--- Problem to work on ---
For this exercise, restate word for word only the lines from the first line of the data to the line containing "content:''; display:block; margin:auto;".

--- Input data ---

>>>

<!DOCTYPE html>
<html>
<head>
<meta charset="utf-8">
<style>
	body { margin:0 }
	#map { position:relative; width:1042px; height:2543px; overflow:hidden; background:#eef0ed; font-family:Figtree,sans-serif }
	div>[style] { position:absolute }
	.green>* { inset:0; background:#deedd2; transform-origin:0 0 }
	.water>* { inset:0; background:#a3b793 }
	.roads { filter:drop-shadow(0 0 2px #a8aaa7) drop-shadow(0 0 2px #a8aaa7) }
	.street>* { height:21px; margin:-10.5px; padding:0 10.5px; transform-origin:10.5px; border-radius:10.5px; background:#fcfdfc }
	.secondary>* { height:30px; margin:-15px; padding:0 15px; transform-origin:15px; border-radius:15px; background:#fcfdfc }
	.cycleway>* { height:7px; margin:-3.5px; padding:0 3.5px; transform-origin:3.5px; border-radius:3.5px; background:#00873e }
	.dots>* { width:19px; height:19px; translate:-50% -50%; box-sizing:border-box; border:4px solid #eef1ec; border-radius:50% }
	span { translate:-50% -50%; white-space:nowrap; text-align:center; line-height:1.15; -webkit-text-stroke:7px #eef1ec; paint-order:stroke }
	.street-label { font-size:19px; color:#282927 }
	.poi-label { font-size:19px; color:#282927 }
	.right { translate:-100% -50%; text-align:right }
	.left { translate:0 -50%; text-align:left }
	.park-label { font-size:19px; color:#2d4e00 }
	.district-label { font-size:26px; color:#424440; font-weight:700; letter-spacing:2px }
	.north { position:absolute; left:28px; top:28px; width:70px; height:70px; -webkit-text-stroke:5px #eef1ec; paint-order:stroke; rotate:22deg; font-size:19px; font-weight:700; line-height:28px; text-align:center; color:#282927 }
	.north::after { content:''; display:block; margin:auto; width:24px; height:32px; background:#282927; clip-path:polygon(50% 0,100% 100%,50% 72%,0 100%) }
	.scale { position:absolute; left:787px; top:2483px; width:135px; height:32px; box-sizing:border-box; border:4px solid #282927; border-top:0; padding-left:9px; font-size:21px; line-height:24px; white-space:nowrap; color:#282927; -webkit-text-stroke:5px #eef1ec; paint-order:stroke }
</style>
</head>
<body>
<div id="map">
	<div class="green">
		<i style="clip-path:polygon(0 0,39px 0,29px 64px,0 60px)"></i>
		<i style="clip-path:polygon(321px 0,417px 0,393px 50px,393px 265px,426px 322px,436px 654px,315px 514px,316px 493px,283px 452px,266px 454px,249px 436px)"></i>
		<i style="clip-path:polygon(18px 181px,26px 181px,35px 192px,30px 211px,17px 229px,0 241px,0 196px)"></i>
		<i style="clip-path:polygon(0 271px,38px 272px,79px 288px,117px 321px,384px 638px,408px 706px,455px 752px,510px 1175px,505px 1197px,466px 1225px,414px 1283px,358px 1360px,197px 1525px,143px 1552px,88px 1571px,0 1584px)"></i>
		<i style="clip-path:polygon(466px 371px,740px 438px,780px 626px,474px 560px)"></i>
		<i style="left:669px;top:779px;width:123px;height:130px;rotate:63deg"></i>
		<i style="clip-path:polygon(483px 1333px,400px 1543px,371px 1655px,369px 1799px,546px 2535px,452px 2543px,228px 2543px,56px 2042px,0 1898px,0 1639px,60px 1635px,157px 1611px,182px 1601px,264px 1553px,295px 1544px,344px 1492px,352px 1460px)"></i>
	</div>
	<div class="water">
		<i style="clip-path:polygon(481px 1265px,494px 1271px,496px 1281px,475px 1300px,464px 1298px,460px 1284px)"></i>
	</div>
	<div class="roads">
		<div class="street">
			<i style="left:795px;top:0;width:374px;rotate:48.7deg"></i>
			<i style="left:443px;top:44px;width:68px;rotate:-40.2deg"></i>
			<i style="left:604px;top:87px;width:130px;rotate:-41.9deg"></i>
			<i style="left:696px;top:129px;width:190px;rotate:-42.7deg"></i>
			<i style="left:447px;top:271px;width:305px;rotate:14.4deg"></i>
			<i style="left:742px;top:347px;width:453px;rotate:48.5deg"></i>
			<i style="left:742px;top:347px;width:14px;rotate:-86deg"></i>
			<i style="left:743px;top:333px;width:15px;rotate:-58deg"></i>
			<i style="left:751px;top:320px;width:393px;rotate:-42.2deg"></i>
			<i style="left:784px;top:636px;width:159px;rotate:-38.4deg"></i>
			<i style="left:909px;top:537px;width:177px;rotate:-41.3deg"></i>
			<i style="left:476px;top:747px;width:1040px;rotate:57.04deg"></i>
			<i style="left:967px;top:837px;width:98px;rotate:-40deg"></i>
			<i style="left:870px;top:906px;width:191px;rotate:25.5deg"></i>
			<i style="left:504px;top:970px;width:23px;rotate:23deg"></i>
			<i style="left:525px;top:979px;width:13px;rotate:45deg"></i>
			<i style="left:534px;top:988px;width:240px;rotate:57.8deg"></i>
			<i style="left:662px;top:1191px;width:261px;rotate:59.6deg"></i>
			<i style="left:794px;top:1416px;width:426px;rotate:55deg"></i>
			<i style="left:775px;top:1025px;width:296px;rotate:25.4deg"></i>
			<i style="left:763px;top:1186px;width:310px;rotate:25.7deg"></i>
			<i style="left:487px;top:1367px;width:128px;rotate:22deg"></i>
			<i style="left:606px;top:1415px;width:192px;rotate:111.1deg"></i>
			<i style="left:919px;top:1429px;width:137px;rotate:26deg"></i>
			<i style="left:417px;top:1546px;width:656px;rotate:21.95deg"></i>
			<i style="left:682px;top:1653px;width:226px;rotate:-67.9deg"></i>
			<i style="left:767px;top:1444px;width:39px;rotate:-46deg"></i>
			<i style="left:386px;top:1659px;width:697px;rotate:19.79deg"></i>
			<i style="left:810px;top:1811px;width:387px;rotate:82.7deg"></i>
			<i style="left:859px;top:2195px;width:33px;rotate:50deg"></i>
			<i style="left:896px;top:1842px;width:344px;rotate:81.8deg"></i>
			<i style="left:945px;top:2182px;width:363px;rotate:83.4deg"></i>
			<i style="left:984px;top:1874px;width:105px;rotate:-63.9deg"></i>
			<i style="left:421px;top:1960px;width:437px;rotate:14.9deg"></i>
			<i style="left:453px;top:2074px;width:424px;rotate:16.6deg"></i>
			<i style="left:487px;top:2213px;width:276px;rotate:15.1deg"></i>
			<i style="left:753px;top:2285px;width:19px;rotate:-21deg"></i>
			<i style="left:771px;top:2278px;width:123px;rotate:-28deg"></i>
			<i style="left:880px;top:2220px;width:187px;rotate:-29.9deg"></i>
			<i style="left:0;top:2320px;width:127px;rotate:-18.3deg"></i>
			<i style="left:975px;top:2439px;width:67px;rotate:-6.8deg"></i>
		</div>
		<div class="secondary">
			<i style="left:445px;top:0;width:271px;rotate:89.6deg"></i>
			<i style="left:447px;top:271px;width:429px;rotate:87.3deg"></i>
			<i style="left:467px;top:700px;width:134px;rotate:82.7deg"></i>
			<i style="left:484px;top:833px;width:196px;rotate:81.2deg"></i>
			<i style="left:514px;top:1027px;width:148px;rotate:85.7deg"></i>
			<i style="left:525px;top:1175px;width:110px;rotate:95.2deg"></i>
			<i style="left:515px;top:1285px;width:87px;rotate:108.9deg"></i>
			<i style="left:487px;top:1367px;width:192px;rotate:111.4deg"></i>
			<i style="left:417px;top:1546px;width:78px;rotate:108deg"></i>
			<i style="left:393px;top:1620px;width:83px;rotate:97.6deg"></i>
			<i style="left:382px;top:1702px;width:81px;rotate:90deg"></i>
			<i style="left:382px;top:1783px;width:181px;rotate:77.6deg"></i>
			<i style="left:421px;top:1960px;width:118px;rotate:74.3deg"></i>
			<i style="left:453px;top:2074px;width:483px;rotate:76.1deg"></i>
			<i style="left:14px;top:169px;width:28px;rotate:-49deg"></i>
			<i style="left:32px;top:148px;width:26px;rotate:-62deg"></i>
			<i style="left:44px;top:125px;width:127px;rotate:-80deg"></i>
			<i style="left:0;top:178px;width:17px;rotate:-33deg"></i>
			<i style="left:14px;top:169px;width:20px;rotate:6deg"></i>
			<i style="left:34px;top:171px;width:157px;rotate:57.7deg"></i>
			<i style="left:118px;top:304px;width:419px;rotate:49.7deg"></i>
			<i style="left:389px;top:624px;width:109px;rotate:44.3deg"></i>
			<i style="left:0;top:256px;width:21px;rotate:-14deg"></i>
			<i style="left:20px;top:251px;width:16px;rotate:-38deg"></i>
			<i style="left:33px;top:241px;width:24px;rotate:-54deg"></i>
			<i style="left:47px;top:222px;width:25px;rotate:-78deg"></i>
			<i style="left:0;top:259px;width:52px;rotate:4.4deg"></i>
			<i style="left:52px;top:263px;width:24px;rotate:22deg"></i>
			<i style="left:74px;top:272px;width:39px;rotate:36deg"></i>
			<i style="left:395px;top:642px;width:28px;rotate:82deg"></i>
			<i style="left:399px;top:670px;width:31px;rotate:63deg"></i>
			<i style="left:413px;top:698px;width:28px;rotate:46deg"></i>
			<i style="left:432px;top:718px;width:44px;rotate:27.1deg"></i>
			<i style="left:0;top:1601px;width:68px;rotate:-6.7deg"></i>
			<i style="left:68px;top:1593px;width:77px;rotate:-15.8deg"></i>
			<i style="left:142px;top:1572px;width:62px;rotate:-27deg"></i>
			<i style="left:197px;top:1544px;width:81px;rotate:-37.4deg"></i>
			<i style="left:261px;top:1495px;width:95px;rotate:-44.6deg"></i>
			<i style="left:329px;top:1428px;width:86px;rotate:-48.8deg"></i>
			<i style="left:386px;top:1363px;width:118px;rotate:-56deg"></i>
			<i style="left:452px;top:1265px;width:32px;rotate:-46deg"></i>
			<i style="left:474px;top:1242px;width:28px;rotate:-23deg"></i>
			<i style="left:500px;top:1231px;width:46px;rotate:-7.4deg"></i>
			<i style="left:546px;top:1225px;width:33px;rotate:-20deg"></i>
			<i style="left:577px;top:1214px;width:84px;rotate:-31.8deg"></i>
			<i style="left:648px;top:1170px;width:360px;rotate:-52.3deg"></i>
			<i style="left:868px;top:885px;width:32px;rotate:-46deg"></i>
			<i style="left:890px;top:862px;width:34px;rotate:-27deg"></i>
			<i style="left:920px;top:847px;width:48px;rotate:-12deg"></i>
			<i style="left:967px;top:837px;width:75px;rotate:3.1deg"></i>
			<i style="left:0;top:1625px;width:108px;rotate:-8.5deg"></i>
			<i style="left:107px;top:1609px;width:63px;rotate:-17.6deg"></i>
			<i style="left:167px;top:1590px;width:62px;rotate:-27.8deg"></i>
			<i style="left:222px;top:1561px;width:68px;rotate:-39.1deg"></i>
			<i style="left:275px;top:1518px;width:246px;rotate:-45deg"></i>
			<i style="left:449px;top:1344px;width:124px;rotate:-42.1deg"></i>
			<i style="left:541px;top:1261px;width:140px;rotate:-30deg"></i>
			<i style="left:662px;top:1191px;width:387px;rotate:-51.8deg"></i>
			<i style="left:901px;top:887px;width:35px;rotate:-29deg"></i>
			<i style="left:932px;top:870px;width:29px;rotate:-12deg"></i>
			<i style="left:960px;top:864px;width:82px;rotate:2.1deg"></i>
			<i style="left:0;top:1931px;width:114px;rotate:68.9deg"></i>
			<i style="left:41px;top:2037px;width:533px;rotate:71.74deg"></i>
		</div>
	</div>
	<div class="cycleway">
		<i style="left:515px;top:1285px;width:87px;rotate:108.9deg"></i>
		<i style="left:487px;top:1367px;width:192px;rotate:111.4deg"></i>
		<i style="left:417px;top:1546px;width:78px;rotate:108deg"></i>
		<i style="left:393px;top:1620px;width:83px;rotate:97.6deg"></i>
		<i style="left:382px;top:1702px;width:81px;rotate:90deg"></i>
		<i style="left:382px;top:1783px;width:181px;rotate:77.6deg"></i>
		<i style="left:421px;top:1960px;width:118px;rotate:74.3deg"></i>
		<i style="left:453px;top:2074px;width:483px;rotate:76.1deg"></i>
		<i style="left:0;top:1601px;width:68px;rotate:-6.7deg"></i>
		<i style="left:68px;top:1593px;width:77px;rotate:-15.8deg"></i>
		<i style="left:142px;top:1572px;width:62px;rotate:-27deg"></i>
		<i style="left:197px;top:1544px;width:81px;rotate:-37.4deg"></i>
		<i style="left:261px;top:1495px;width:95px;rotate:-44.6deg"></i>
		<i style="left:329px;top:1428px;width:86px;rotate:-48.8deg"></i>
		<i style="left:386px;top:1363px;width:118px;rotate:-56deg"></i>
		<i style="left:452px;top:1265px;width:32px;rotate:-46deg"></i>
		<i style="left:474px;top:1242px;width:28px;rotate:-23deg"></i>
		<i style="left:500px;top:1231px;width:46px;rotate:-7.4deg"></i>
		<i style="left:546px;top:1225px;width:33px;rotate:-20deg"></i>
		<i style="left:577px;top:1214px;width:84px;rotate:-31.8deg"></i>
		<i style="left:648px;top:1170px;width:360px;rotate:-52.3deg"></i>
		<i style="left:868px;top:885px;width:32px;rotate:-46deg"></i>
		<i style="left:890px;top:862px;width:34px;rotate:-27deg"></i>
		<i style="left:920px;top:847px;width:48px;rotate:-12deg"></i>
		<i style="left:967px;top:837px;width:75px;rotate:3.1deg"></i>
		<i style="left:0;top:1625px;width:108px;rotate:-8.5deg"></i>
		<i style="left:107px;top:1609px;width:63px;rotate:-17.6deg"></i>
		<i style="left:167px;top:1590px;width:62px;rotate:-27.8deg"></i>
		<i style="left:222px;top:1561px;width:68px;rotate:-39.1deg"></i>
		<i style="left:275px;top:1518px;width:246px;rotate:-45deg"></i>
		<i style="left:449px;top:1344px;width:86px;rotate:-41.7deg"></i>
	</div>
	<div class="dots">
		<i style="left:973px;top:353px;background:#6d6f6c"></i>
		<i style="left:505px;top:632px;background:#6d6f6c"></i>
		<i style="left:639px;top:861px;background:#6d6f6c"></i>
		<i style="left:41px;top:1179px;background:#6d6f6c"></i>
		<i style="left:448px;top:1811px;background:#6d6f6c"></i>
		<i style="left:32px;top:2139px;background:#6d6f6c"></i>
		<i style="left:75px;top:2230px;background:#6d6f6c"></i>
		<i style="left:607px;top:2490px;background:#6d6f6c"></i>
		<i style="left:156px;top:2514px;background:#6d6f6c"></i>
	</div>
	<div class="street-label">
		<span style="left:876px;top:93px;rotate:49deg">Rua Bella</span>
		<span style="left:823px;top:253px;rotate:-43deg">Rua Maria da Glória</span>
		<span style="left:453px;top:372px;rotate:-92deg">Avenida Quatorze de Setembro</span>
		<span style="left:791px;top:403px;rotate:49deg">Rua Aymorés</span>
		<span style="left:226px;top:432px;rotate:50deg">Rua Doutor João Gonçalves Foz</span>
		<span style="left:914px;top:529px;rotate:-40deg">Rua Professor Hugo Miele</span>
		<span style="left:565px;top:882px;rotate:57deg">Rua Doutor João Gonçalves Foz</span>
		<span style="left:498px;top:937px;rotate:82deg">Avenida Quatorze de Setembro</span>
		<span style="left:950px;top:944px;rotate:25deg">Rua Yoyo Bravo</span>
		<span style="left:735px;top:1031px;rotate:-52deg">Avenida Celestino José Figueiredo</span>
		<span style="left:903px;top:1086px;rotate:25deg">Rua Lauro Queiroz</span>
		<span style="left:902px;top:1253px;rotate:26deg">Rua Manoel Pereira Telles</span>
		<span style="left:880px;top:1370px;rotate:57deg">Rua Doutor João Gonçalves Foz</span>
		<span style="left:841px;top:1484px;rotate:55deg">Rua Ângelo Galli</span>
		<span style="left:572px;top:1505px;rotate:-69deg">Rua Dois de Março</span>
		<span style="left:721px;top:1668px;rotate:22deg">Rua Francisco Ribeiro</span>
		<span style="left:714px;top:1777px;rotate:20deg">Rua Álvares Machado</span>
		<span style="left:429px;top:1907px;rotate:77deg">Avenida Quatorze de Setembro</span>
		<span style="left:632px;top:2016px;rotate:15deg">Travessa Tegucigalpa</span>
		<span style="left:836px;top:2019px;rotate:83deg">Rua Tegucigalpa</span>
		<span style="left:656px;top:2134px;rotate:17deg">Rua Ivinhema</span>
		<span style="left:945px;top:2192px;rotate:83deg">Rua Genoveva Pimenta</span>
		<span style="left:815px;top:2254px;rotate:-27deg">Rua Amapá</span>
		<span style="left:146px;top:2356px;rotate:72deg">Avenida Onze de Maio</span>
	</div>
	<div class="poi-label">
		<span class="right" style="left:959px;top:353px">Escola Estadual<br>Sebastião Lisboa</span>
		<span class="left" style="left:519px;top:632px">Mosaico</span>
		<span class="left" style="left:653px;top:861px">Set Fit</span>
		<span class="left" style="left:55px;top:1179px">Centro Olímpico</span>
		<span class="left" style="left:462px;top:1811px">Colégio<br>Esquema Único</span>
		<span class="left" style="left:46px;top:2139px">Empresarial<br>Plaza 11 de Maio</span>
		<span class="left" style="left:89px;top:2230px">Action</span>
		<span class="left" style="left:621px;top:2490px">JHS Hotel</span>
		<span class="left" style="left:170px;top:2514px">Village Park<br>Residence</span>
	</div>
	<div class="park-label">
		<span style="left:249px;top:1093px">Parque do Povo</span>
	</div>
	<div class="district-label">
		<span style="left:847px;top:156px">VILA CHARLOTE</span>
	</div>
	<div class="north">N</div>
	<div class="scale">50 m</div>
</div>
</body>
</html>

<<<

--- Result of the task ---
<!DOCTYPE html>
<html>
<head>
<meta charset="utf-8">
<style>
	body { margin:0 }
	#map { position:relative; width:1042px; height:2543px; overflow:hidden; background:#eef0ed; font-family:Figtree,sans-serif }
	div>[style] { position:absolute }
	.green>* { inset:0; background:#deedd2; transform-origin:0 0 }
	.water>* { inset:0; background:#a3b793 }
	.roads { filter:drop-shadow(0 0 2px #a8aaa7) drop-shadow(0 0 2px #a8aaa7) }
	.street>* { height:21px; margin:-10.5px; padding:0 10.5px; transform-origin:10.5px; border-radius:10.5px; background:#fcfdfc }
	.secondary>* { height:30px; margin:-15px; padding:0 15px; transform-origin:15px; border-radius:15px; background:#fcfdfc }
	.cycleway>* { height:7px; margin:-3.5px; padding:0 3.5px; transform-origin:3.5px; border-radius:3.5px; background:#00873e }
	.dots>* { width:19px; height:19px; translate:-50% -50%; box-sizing:border-box; border:4px solid #eef1ec; border-radius:50% }
	span { translate:-50% -50%; white-space:nowrap; text-align:center; line-height:1.15; -webkit-text-stroke:7px #eef1ec; paint-order:stroke }
	.street-label { font-size:19px; color:#282927 }
	.poi-label { font-size:19px; color:#282927 }
	.right { translate:-100% -50%; text-align:right }
	.left { translate:0 -50%; text-align:left }
	.park-label { font-size:19px; color:#2d4e00 }
	.district-label { font-size:26px; color:#424440; font-weight:700; letter-spacing:2px }
	.north { position:absolute; left:28px; top:28px; width:70px; height:70px; -webkit-text-stroke:5px #eef1ec; paint-order:stroke; rotate:22deg; font-size:19px; font-weight:700; line-height:28px; text-align:center; color:#282927 }
	.north::after { content:''; display:block; margin:auto; width:24px; height:32px; background:#282927; clip-path:polygon(50% 0,100% 100%,50% 72%,0 100%) }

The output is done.